START EXERCISE INPUTS
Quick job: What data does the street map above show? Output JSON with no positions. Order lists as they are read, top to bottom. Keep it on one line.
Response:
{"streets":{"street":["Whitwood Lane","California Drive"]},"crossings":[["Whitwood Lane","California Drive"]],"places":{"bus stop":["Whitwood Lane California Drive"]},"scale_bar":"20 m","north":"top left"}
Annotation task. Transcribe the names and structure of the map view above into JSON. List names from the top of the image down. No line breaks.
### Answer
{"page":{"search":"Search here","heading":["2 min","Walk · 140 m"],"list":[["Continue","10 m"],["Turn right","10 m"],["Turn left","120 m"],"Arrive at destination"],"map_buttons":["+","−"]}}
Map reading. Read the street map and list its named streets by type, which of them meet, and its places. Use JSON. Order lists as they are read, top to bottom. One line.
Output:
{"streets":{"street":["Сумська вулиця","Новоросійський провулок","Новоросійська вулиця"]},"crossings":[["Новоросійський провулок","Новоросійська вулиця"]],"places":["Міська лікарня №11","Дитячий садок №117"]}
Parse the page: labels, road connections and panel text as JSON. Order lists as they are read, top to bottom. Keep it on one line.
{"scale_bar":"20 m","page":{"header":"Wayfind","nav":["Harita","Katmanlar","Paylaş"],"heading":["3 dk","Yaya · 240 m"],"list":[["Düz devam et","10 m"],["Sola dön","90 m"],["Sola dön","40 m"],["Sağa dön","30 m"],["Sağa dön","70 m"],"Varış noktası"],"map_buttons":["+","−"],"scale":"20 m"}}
END EXERCISE INPUTS
◆ INSTRUCTIONS FOR THE TASK ◆
Find the string "above" in the data. Report each line it appears in.

◆ RESULT FOR THIS TASK ◆
Quick job: What data does the street map above show? Output JSON with no positions. Order lists as they are read, top to bottom. Keep it on one line.
Annotation task. Transcribe the names and structure of the map view above into JSON. List names from the top of the image down. No line breaks.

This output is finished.